Saved data entries
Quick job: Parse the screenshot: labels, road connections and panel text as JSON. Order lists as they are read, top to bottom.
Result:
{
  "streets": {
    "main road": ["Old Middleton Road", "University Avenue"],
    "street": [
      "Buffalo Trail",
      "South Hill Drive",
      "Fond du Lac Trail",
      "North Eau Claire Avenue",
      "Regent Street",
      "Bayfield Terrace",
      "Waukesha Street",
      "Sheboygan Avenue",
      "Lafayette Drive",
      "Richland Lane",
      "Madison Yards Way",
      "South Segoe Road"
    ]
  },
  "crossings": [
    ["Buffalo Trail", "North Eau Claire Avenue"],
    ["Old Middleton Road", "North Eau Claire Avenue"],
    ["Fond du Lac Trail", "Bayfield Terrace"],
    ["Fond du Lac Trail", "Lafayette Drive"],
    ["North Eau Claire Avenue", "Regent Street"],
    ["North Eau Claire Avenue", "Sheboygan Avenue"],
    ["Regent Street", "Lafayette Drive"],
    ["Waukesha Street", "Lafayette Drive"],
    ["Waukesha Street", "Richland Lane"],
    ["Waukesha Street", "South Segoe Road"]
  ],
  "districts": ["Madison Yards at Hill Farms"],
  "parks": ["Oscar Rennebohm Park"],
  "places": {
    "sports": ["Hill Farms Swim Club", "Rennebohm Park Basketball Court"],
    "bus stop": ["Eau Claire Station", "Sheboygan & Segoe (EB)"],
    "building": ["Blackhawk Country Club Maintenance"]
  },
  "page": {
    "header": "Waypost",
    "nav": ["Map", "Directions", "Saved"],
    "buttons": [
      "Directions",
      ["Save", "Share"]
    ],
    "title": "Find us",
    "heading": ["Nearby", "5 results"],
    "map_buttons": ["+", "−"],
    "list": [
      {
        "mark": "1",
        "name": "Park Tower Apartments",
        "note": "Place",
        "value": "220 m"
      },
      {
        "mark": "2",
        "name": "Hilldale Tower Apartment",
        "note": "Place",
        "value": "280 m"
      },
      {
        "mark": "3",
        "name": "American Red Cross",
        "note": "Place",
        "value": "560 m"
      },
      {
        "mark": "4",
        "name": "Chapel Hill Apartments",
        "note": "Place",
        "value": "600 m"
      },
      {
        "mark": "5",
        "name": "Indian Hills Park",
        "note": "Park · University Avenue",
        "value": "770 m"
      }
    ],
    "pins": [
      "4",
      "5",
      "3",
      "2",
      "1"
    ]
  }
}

GOAL OF THE EXERCISE: Restate the data above word for word, please.

EXPECTED ANSWER:
Quick job: Parse the screenshot: labels, road connections and panel text as JSON. Order lists as they are read, top to bottom.
Result:
{
  "streets": {
    "main road": ["Old Middleton Road", "University Avenue"],
    "street": [
      "Buffalo Trail",
      "South Hill Drive",
      "Fond du Lac Trail",
      "North Eau Claire Avenue",
      "Regent Street",
      "Bayfield Terrace",
      "Waukesha Street",
      "Sheboygan Avenue",
      "Lafayette Drive",
      "Richland Lane",
      "Madison Yards Way",
      "South Segoe Road"
    ]
  },
  "crossings": [
    ["Buffalo Trail", "North Eau Claire Avenue"],
    ["Old Middleton Road", "North Eau Claire Avenue"],
    ["Fond du Lac Trail", "Bayfield Terrace"],
    ["Fond du Lac Trail", "Lafayette Drive"],
    ["North Eau Claire Avenue", "Regent Street"],
    ["North Eau Claire Avenue", "Sheboygan Avenue"],
    ["Regent Street", "Lafayette Drive"],
    ["Waukesha Street", "Lafayette Drive"],
    ["Waukesha Street", "Richland Lane"],
    ["Waukesha Street", "South Segoe Road"]
  ],
  "districts": ["Madison Yards at Hill Farms"],
  "parks": ["Oscar Rennebohm Park"],
  "places": {
    "sports": ["Hill Farms Swim Club", "Rennebohm Park Basketball Court"],
    "bus stop": ["Eau Claire Station", "Sheboygan & Segoe (EB)"],
    "building": ["Blackhawk Country Club Maintenance"]
  },
  "page": {
    "header": "Waypost",
    "nav": ["Map", "Directions", "Saved"],
    "buttons": [
      "Directions",
      ["Save", "Share"]
    ],
    "title": "Find us",
    "heading": ["Nearby", "5 results"],
    "map_buttons": ["+", "−"],
    "list": [
      {
        "mark": "1",
        "name": "Park Tower Apartments",
        "note": "Place",
        "value": "220 m"
      },
      {
        "mark": "2",
        "name": "Hilldale Tower Apartment",
        "note": "Place",
        "value": "280 m"
      },
      {
        "mark": "3",
        "name": "American Red Cross",
        "note": "Place",
        "value": "560 m"
      },
      {
        "mark": "4",
        "name": "Chapel Hill Apartments",
        "note": "Place",
        "value": "600 m"
      },
      {
        "mark": "5",
        "name": "Indian Hills Park",
        "note": "Park · University Avenue",
        "value": "770 m"
      }
    ],
    "pins": [
      "4",
      "5",
      "3",
      "2",
      "1"
    ]
  }
}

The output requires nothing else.